What you need to do | Repeat only these lines, exactly: the first line of the data, the line containing "filter:drop-shadow(0 0 2px", and every line between them. Pictures stay out.

Data to use |
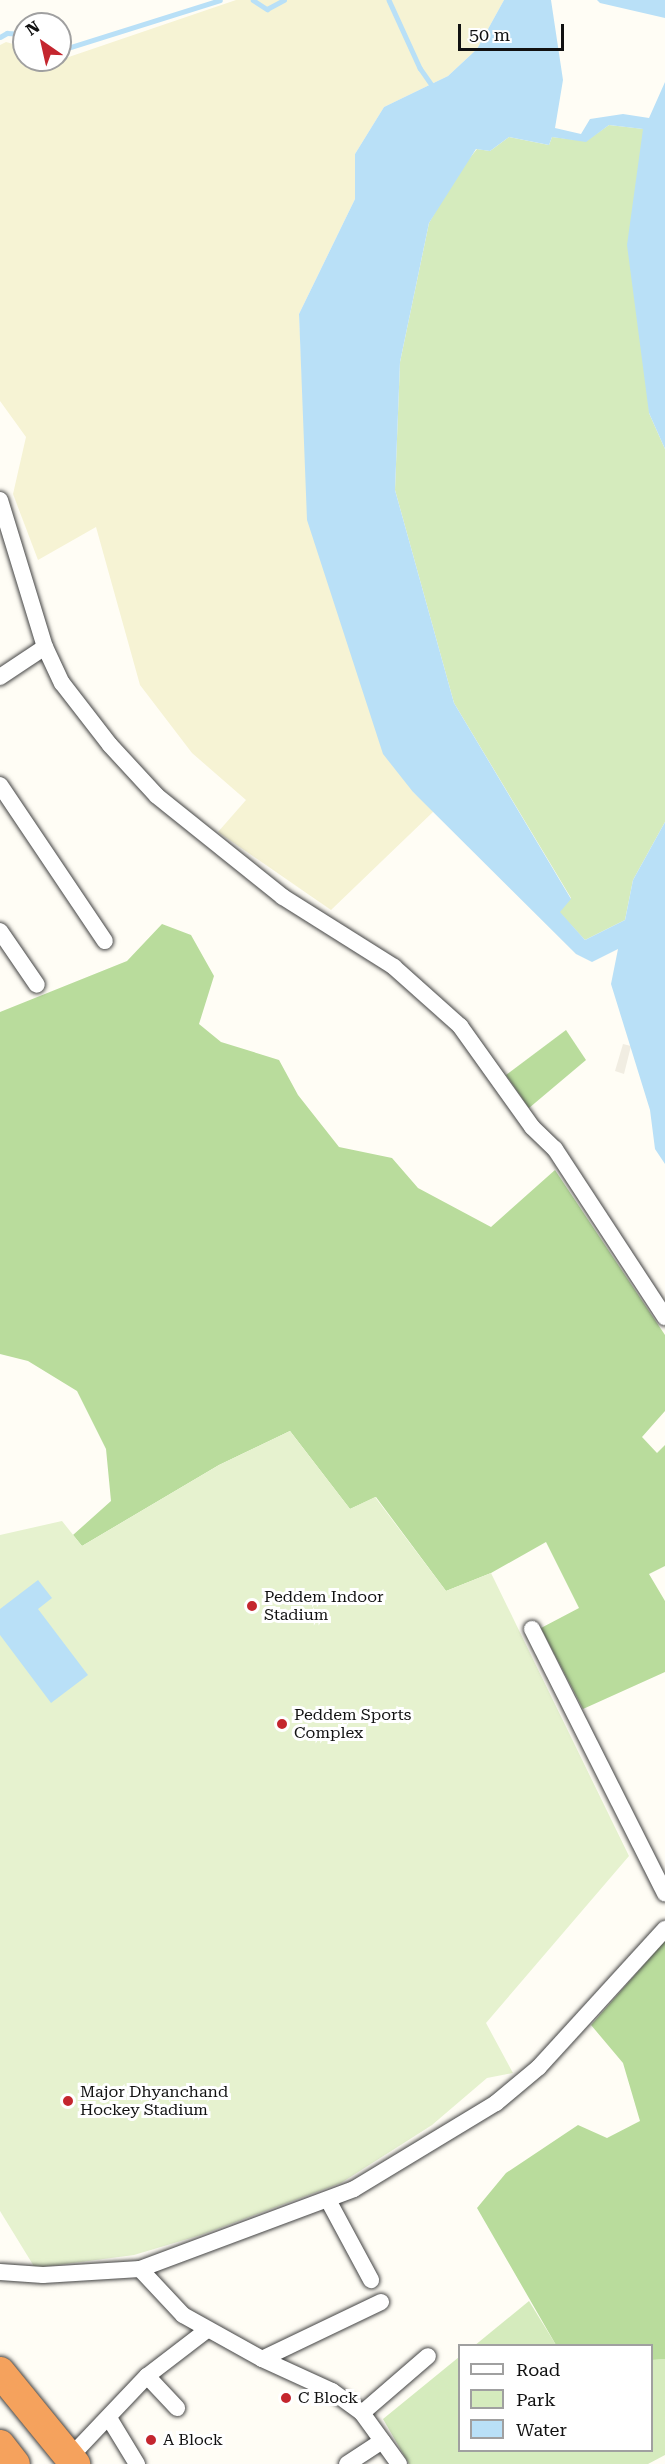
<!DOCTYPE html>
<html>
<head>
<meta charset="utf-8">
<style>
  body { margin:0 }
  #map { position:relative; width:665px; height:2464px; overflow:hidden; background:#fffdf5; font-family:"Roboto Serif",serif }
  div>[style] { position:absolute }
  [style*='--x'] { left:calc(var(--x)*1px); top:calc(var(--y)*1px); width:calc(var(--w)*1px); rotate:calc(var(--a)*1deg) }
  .farmland>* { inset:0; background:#f6f3d4 }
  .green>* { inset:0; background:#d5ebbd }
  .forest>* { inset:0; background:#b9dc9c }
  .pitch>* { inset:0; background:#e6f2cf }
  .plaza>* { inset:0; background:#f1ede2 }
  .water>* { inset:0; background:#b9e0f7 }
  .stream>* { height:4.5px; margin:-2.25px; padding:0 2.25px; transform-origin:2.25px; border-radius:2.25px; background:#b9e0f7 }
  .roads { filter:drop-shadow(0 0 2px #444) drop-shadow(0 0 2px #444) }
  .street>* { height:16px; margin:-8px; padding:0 8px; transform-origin:8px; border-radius:8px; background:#fff }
  .highway>* { height:30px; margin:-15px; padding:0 15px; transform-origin:15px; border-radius:15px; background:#f5a25d }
  .dots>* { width:16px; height:16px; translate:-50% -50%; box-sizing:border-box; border:3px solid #fff; border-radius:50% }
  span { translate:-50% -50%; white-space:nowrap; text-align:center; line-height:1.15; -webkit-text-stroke:6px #fff; paint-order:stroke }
  .poi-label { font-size:16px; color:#111 }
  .left { translate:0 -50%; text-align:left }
  .legend { position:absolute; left:458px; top:2344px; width:195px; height:108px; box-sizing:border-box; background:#fff; border:2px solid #a0a0a0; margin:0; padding:8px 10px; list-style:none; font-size:18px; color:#111 }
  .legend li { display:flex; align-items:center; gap:12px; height:30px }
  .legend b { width:30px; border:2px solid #a0a0a0 }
  .north { position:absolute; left:12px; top:12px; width:60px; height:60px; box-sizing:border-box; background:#fff; border:2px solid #a0a0a0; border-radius:50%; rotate:326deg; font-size:16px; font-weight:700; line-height:24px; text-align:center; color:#111 }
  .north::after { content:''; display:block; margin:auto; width:21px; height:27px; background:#c4262e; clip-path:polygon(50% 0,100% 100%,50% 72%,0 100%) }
  .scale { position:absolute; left:458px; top:24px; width:106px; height:27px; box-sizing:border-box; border:3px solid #111; border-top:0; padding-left:8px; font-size:18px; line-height:21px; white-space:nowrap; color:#111; -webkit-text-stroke:4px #fff; paint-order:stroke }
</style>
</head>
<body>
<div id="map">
  <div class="farmland">
    <div style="clip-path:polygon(236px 0,504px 0,477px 49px,448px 76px,384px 107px,355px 154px,355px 199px,299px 314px,303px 399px,413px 792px,434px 811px,331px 910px,218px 832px,246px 800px,192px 753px,140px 685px,96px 527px,38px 560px,13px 494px,26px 437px,0 401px,0 45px,6px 42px,24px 47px,24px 60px,60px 60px)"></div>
  </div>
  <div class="green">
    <div style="clip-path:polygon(609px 125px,644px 129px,649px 413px,665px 449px,665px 822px,633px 880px,625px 920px,585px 940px,559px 912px,571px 898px,454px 703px,395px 490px,400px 362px,429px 223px,456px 175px,477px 149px,490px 151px,509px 137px,549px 145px,552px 137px,586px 141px)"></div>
    <div style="clip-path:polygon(529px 2301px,556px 2345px,474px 2346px)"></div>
    <div style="clip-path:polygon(459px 2357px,460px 2450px,652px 2450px,652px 2360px,665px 2359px,665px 2455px,648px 2464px,409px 2464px,383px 2419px)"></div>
  </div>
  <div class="forest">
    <div style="clip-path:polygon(162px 924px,191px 935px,214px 976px,199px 1024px,221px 1042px,279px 1060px,298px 1095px,339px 1147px,392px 1158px,418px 1188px,491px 1227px,555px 1170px,665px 1335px,665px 1411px,642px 1437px,657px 1453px,665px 1445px,665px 1566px,649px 1574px,665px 1601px,665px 1672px,583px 1709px,541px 1628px,579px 1608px,546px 1542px,491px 1573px,446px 1591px,376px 1497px,350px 1509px,290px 1431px,219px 1465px,82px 1546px,73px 1535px,111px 1501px,106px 1449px,77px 1391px,28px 1361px,0 1354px,0 1012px,127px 961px)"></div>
    <div style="clip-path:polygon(566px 1030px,586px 1060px,529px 1108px,506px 1075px)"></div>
    <div style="clip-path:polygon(665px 1941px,665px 2359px,652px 2360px,652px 2346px,556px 2345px,477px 2208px,506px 2173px,578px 2125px,607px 2138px,640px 2121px,623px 2063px,591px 2025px)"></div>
  </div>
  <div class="pitch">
    <div style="clip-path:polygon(290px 1431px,350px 1509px,375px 1497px,446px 1591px,491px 1573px,629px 1856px,486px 2023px,513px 2073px,487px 2078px,432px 2125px,341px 2183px,201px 2235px,134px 2255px,35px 2268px,0 2211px,0 1535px,62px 1521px,82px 1546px,219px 1465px)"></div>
  </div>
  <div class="plaza">
    <div style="clip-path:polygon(623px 1044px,631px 1046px,624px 1074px,615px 1071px)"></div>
  </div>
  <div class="water">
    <div style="clip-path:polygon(504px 0,551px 0,563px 80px,555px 128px,581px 134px,590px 119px,623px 114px,649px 118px,665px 82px,665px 449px,649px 413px,627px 245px,643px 129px,609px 125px,586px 142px,552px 137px,549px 145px,509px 137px,490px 151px,476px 149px,429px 223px,400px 362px,395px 490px,454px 703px,571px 899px,560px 912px,585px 940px,625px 920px,633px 880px,665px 822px,665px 1164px,655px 1149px,650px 1110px,611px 984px,618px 949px,592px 962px,576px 954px,413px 792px,383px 754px,307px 520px,299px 314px,355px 199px,355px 154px,384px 107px,448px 76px,477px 49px)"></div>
    <div style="clip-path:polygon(597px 0,665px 0,665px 18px,600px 3px)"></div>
    <div style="clip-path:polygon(38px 1580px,52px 1598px,38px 1609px,88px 1675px,51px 1703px,0 1635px,0 1609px)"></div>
  </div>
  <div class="stream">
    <div style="--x:253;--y:0;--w:17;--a:33"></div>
    <div style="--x:267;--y:9;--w:19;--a:-28"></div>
    <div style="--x:389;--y:0;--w:75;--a:65.5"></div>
    <div style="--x:420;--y:68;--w:24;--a:55"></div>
    <div style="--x:0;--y:37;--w:8;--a:-30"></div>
    <div style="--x:7;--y:33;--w:17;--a:3"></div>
    <div style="--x:60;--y:42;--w:10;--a:37"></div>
    <div style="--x:68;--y:48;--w:159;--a:-17.5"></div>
  </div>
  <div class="roads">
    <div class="street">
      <div style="--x:0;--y:500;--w:154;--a:73"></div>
      <div style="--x:45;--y:647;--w:40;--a:65"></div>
      <div style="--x:62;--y:683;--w:78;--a:52.3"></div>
      <div style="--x:110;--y:745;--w:69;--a:47.3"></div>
      <div style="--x:157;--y:796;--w:161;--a:38.7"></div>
      <div style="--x:283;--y:897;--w:131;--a:32.2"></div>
      <div style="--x:394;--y:967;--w:89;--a:41.8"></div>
      <div style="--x:460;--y:1026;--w:124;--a:54.5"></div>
      <div style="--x:532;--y:1127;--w:32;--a:44"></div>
      <div style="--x:555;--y:1149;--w:201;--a:56.8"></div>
      <div style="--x:0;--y:677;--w:54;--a:-33.7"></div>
      <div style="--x:0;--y:785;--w:188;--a:56.1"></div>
      <div style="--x:0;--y:931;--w:65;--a:55.6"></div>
      <div style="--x:532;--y:1629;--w:296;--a:63.3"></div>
      <div style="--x:328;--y:2200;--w:91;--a:61.7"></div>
      <div style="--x:140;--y:2269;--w:228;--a:-20.5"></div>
      <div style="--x:354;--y:2189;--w:166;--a:-31.2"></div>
      <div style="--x:496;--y:2103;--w:56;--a:-39.9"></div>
      <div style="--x:539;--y:2067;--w:187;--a:-47.6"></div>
      <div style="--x:0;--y:2272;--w:43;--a:4"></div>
      <div style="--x:43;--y:2275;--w:97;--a:-3.5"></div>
      <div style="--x:140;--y:2269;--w:63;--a:46.9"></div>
      <div style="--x:183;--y:2315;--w:90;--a:29.1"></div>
      <div style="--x:262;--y:2359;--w:77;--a:24.6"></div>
      <div style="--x:332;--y:2391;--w:37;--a:36"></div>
      <div style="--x:362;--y:2413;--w:63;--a:54"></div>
      <div style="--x:262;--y:2359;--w:132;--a:-25.6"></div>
      <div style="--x:147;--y:2376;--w:44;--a:46.8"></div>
      <div style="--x:362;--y:2413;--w:87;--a:-40.8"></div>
      <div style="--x:109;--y:2418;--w:54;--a:58.7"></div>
      <div style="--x:70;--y:2457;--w:112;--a:-46.5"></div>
      <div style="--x:147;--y:2376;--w:76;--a:-37.5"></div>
      <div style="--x:347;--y:2464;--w:42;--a:-33.3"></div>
    </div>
    <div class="highway">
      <div style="--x:0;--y:2372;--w:119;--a:50.8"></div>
      <div style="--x:0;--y:2445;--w:24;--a:52"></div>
    </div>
  </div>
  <div class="dots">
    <div style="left:252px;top:1606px;background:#c4262e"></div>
    <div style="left:282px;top:1724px;background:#c4262e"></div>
    <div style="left:68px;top:2101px;background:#c4262e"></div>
    <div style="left:286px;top:2398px;background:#c4262e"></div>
    <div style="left:151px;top:2440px;background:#c4262e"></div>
  </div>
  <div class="poi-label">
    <span class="left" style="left:264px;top:1606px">Peddem Indoor<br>Stadium</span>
    <span class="left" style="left:294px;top:1724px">Peddem Sports<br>Complex</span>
    <span class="left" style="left:80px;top:2101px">Major Dhyanchand<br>Hockey Stadium</span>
    <span class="left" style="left:298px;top:2398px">C Block</span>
    <span class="left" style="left:163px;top:2440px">A Block</span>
  </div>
  <ul class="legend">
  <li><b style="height:8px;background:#fff"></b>Road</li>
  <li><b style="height:16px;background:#d5ebbd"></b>Park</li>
  <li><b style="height:16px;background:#b9e0f7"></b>Water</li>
  </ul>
  <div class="north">N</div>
  <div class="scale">50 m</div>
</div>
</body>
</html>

Result for this task |
<!DOCTYPE html>
<html>
<head>
<meta charset="utf-8">
<style>
  body { margin:0 }
  #map { position:relative; width:665px; height:2464px; overflow:hidden; background:#fffdf5; font-family:"Roboto Serif",serif }
  div>[style] { position:absolute }
  [style*='--x'] { left:calc(var(--x)*1px); top:calc(var(--y)*1px); width:calc(var(--w)*1px); rotate:calc(var(--a)*1deg) }
  .farmland>* { inset:0; background:#f6f3d4 }
  .green>* { inset:0; background:#d5ebbd }
  .forest>* { inset:0; background:#b9dc9c }
  .pitch>* { inset:0; background:#e6f2cf }
  .plaza>* { inset:0; background:#f1ede2 }
  .water>* { inset:0; background:#b9e0f7 }
  .stream>* { height:4.5px; margin:-2.25px; padding:0 2.25px; transform-origin:2.25px; border-radius:2.25px; background:#b9e0f7 }
  .roads { filter:drop-shadow(0 0 2px #444) drop-shadow(0 0 2px #444) }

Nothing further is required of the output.